*** THE RECORDS ***

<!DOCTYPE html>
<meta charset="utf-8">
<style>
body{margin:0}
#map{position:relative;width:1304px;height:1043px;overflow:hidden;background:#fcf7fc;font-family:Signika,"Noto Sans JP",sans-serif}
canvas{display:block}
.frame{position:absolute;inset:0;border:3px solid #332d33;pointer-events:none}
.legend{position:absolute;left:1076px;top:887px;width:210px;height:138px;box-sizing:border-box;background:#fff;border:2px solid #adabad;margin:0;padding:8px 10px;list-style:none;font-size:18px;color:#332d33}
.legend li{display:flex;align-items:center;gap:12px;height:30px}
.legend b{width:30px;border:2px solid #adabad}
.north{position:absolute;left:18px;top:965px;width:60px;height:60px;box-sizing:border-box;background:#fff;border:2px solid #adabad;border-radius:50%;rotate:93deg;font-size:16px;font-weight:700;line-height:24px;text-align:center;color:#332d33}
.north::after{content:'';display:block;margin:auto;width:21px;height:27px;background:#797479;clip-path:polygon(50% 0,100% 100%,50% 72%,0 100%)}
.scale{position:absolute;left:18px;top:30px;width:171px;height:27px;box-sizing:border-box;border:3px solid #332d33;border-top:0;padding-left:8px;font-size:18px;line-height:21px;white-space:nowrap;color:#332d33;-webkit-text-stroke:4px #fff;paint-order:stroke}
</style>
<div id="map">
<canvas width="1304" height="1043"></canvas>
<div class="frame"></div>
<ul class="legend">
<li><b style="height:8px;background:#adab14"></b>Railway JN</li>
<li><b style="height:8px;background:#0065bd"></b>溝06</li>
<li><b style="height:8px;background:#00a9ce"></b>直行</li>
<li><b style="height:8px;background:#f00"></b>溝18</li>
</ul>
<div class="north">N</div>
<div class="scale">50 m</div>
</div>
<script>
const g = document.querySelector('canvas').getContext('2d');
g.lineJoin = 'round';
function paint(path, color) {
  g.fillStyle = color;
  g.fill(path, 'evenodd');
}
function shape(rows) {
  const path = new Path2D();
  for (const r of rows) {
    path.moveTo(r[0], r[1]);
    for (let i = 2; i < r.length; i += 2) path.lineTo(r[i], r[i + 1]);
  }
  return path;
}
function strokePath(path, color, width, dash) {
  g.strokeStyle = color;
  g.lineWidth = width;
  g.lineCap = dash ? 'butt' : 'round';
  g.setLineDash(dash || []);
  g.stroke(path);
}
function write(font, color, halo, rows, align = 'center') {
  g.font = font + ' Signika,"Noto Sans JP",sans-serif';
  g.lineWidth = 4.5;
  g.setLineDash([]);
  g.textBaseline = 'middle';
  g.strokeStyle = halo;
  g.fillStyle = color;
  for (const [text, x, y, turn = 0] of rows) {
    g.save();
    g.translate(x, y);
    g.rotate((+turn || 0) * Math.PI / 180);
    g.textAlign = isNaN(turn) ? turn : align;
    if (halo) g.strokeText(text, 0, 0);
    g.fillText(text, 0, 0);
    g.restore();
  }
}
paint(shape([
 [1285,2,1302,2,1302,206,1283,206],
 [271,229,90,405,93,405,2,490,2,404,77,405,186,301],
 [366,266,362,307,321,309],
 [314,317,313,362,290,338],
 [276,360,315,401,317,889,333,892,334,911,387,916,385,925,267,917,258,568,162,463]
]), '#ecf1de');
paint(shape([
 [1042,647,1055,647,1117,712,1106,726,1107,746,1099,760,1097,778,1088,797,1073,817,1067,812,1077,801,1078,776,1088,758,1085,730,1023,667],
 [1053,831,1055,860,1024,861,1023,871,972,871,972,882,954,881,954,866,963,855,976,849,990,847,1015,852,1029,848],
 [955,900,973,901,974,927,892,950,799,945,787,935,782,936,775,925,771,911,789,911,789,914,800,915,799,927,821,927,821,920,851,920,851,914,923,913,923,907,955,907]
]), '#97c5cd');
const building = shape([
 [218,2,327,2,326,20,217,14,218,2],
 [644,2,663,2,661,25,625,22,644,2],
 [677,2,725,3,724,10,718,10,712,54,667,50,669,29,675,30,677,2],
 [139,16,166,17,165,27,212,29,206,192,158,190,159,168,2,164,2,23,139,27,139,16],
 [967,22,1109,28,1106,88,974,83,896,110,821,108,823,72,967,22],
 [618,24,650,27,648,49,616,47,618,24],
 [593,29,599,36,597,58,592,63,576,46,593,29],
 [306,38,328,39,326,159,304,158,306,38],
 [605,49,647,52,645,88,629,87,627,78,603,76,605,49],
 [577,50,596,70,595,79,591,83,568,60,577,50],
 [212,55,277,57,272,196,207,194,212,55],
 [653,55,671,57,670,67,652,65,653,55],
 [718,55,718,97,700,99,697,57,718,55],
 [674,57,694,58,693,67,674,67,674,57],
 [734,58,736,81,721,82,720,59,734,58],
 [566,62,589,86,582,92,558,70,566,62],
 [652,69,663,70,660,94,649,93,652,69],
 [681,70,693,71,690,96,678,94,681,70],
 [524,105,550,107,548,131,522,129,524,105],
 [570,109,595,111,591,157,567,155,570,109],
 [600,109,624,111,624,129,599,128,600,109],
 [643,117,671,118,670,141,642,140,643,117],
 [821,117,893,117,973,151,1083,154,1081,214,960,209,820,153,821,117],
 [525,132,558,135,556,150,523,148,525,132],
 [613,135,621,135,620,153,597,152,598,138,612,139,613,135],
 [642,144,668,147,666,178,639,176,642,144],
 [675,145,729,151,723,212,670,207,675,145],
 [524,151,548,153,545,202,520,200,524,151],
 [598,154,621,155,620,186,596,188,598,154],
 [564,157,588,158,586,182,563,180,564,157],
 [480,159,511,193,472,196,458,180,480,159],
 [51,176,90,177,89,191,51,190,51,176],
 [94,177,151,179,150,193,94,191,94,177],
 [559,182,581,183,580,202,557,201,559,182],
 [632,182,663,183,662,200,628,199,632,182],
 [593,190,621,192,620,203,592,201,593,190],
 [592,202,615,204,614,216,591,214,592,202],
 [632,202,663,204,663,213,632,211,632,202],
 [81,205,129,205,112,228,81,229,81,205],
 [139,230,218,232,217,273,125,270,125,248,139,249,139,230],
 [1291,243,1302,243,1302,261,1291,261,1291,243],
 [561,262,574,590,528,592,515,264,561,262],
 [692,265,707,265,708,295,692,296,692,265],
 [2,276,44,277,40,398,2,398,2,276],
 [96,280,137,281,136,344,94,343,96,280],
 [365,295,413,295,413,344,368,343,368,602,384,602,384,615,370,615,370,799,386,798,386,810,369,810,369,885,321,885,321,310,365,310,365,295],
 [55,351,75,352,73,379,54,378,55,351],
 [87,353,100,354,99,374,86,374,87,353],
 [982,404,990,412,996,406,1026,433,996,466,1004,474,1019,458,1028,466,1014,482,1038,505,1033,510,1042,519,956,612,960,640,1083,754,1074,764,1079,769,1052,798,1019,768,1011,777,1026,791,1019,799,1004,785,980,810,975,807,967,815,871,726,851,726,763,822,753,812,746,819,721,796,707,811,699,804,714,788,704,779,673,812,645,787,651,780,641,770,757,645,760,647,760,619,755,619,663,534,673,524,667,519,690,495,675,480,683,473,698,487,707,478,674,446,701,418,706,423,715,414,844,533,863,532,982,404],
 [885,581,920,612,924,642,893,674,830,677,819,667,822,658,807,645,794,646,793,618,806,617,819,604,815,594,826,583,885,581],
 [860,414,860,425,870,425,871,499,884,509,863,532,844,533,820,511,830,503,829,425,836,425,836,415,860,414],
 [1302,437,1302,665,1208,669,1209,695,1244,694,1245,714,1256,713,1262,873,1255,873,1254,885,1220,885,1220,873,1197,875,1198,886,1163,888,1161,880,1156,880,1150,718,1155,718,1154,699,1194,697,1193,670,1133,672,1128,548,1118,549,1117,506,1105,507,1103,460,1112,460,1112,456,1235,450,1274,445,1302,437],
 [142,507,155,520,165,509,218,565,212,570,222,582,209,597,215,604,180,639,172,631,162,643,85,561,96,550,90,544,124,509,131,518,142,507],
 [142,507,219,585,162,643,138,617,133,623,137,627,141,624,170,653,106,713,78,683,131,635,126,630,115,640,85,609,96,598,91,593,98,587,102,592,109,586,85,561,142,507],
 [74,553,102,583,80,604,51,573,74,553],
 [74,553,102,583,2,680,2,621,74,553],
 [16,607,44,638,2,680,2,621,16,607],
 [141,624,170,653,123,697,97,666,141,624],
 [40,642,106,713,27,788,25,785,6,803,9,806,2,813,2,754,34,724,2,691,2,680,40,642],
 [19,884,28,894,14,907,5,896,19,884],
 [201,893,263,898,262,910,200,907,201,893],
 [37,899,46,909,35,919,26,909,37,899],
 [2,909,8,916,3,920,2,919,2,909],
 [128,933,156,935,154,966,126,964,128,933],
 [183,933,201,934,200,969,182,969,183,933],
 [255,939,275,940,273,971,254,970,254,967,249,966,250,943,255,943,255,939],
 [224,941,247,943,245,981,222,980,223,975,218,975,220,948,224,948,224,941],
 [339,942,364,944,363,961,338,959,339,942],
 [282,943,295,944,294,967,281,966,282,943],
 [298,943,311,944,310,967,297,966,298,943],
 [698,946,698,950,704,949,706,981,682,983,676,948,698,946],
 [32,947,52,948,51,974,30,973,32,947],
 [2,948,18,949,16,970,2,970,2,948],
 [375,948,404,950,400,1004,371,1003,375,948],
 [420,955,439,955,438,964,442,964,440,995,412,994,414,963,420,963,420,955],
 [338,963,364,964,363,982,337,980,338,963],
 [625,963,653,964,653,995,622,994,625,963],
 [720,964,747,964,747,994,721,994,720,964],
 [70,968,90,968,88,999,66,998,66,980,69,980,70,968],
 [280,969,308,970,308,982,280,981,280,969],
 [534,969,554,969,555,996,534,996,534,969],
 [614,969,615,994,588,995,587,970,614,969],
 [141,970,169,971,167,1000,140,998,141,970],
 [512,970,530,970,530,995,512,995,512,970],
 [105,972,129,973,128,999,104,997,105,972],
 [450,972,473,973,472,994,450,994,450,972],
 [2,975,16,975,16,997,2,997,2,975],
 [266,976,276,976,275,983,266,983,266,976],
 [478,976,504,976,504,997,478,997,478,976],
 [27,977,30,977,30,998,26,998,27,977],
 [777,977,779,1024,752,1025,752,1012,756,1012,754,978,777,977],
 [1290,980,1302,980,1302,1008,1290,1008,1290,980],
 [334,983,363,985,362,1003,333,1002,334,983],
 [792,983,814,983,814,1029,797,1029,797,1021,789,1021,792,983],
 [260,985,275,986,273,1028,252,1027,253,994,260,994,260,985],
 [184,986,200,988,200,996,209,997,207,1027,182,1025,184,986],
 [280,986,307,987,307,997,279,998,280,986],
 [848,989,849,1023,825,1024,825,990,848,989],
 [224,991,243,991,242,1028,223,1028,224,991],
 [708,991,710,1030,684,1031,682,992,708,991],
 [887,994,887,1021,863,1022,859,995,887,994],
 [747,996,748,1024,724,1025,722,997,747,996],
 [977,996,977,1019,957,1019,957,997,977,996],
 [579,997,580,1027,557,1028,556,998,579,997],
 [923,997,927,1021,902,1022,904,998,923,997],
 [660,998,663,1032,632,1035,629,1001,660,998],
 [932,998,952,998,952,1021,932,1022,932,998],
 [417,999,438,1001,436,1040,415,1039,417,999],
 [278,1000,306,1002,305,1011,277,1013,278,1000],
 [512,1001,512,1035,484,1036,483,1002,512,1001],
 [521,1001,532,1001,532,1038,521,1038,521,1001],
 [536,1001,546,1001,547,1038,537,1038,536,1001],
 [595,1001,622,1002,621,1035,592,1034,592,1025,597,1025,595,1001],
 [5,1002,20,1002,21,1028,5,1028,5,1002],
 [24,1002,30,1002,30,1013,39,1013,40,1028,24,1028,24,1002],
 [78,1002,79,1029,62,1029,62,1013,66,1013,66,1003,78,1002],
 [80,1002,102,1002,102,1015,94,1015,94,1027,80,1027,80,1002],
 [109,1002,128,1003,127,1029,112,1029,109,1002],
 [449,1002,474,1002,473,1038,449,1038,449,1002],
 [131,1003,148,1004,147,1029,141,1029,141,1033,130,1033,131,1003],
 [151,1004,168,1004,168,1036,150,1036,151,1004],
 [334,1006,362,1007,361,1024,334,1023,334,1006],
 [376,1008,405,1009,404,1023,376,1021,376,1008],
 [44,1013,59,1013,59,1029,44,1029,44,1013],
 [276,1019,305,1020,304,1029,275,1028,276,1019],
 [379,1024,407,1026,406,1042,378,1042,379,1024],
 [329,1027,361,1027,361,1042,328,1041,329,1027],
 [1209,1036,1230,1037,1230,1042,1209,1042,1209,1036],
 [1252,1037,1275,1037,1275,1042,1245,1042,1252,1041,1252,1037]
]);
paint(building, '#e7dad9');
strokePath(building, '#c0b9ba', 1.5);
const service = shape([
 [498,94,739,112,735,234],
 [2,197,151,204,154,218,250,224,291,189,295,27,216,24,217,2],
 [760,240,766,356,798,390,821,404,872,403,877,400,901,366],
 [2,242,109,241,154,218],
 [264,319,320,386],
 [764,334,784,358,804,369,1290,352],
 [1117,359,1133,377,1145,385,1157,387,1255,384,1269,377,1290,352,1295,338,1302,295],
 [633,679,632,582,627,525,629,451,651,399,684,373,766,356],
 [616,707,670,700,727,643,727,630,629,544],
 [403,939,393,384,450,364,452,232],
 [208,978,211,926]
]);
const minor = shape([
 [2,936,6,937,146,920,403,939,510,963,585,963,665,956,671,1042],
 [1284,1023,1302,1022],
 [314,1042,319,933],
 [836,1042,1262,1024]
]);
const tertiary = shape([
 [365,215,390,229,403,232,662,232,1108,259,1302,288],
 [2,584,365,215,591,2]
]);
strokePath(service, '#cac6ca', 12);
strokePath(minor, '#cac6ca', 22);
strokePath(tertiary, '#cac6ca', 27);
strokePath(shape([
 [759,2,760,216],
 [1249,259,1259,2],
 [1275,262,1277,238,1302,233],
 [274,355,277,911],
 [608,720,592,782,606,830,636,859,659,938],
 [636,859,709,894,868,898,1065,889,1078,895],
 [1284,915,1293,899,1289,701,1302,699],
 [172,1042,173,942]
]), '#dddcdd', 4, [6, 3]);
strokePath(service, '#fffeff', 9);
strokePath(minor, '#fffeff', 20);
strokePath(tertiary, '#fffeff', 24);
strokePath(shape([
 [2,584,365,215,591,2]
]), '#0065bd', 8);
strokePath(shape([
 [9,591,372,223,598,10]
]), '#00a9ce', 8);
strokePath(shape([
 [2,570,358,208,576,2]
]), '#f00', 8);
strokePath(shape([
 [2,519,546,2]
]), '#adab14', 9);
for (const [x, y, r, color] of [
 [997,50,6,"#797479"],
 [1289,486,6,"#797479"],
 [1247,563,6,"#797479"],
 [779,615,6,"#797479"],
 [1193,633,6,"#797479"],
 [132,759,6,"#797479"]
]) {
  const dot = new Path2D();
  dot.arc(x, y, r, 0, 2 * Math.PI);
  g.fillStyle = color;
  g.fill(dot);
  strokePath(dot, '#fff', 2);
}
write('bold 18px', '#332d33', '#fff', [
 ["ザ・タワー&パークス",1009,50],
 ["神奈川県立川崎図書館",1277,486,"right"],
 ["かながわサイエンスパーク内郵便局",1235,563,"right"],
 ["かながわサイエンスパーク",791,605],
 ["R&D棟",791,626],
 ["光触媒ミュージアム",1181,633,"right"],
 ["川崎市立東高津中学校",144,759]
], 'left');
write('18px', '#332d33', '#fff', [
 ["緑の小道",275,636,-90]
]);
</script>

*** End of THE RECORDS ***

PROBLEM STATEMENT
Tally the lines above containing "function"; give only the number.

FINISHED TASK
4